TASK BRIEF: The listing below is to be written out word for word, minus its images.

SUPPLIED DATA:
· · · · ·

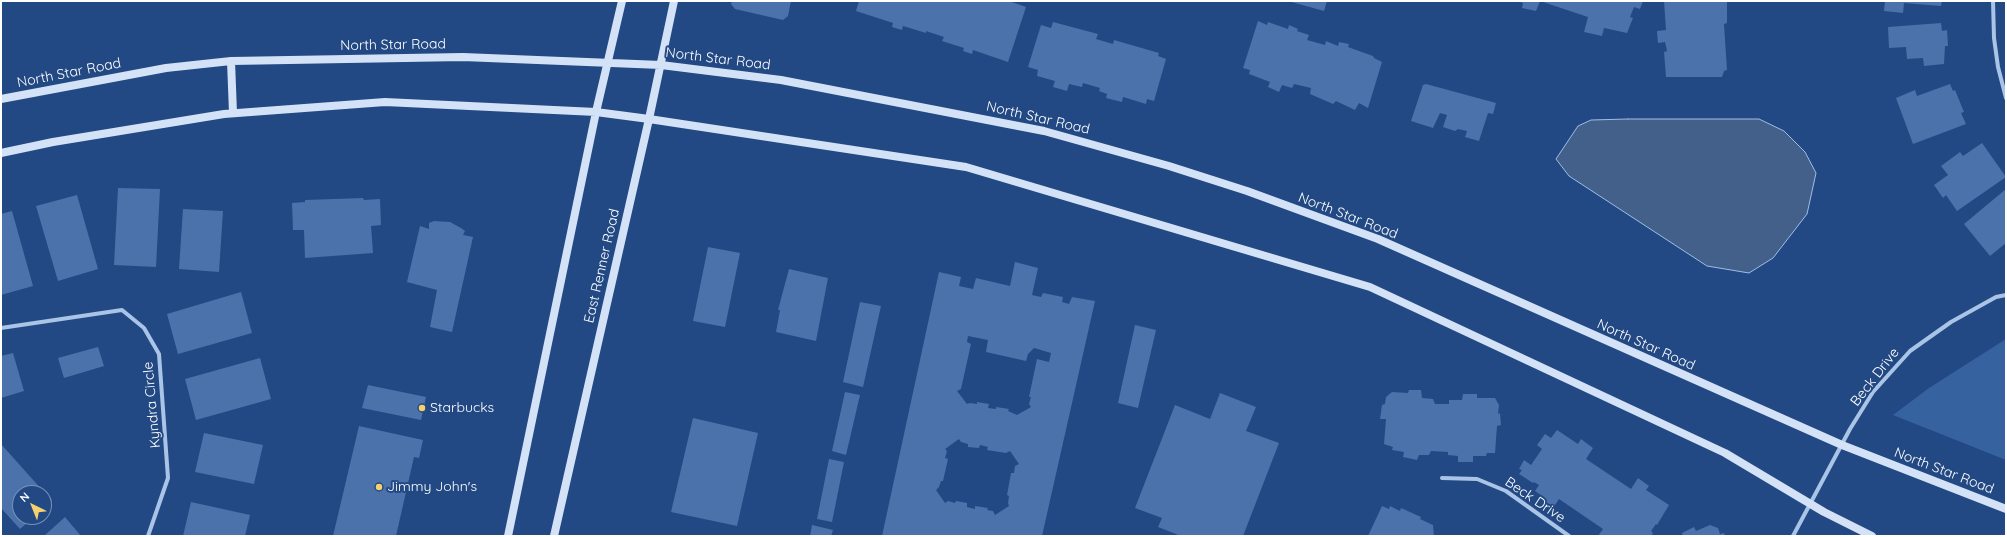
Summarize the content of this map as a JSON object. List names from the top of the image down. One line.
{"streets":{"main road":["North Star Road","East Renner Road"],"street":["Beck Drive","Kyndra Circle"]},"crossings":[["North Star Road","East Renner Road"],["North Star Road","Beck Drive"]],"places":["Starbucks","Jimmy John's"],"north":"top left"}
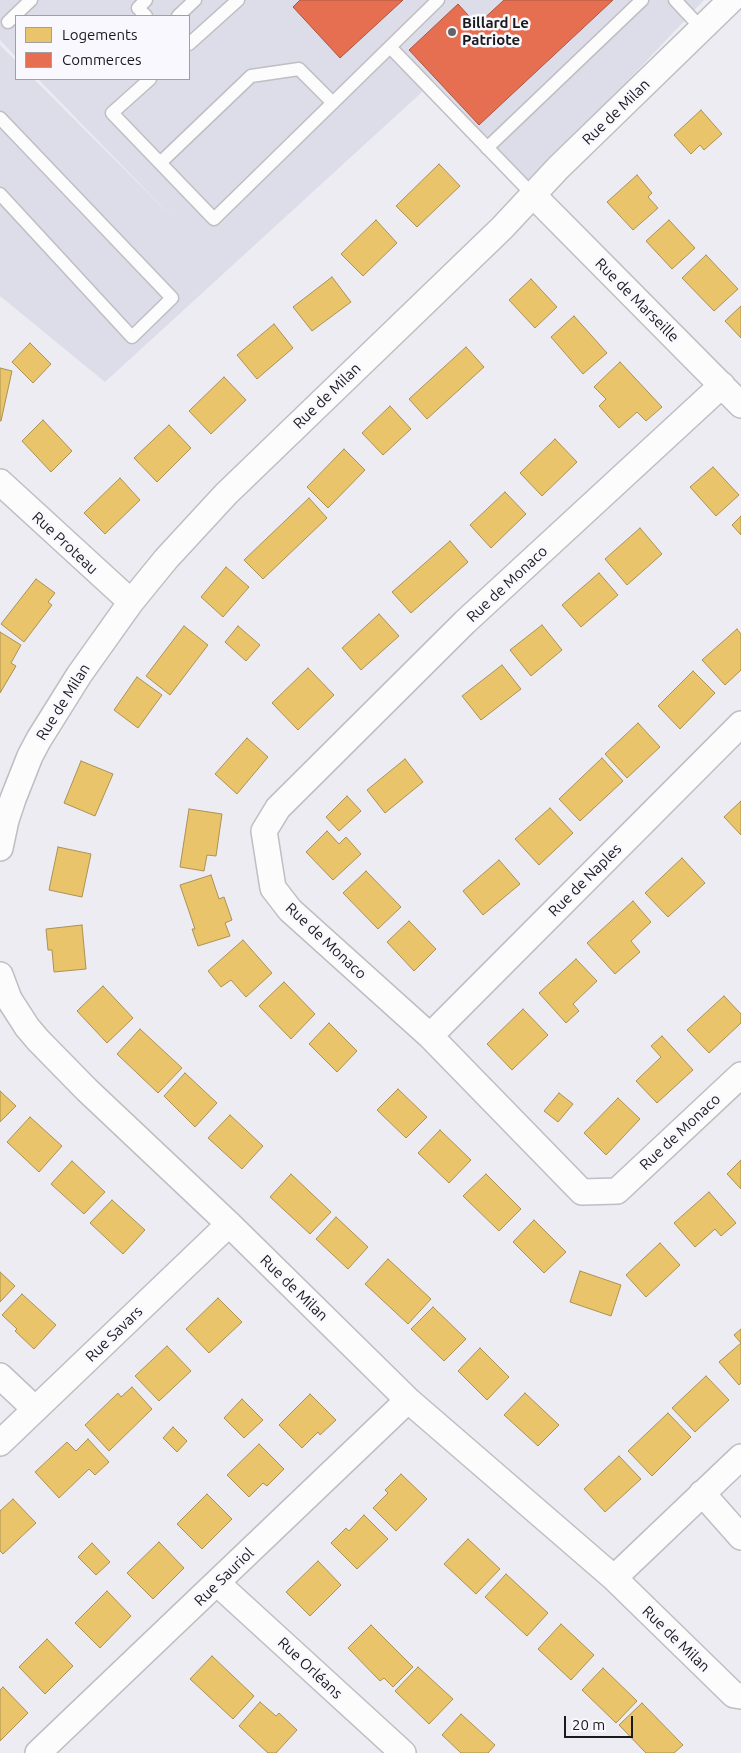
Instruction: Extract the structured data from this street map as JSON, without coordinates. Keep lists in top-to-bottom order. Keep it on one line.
{"streets":{"street":["Rue de Milan","Rue de Marseille","Rue Proteau","Rue de Monaco","Rue de Naples","Rue Savars","Rue Sauriol","Rue Orléans"]},"crossings":[["Rue de Milan","Rue de Marseille"],["Rue de Milan","Rue Proteau"],["Rue de Milan","Rue Savars"],["Rue de Milan","Rue Sauriol"],["Rue de Marseille","Rue de Monaco"],["Rue de Monaco","Rue de Naples"],["Rue Sauriol","Rue Orléans"]],"places":["Billard Le Patriote"],"legend":["Logements","Commerces"],"scale_bar":"20 m"}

· · · · ·

ANSWER SPACE:
Summarize the content of this map as a JSON object. List names from the top of the image down. One line.
{"streets":{"main road":["North Star Road","East Renner Road"],"street":["Beck Drive","Kyndra Circle"]},"crossings":[["North Star Road","East Renner Road"],["North Star Road","Beck Drive"]],"places":["Starbucks","Jimmy John's"],"north":"top left"}
Instruction: Extract the structured data from this street map as JSON, without coordinates. Keep lists in top-to-bottom order. Keep it on one line.
{"streets":{"street":["Rue de Milan","Rue de Marseille","Rue Proteau","Rue de Monaco","Rue de Naples","Rue Savars","Rue Sauriol","Rue Orléans"]},"crossings":[["Rue de Milan","Rue de Marseille"],["Rue de Milan","Rue Proteau"],["Rue de Milan","Rue Savars"],["Rue de Milan","Rue Sauriol"],["Rue de Marseille","Rue de Monaco"],["Rue de Monaco","Rue de Naples"],["Rue Sauriol","Rue Orléans"]],"places":["Billard Le Patriote"],"legend":["Logements","Commerces"],"scale_bar":"20 m"}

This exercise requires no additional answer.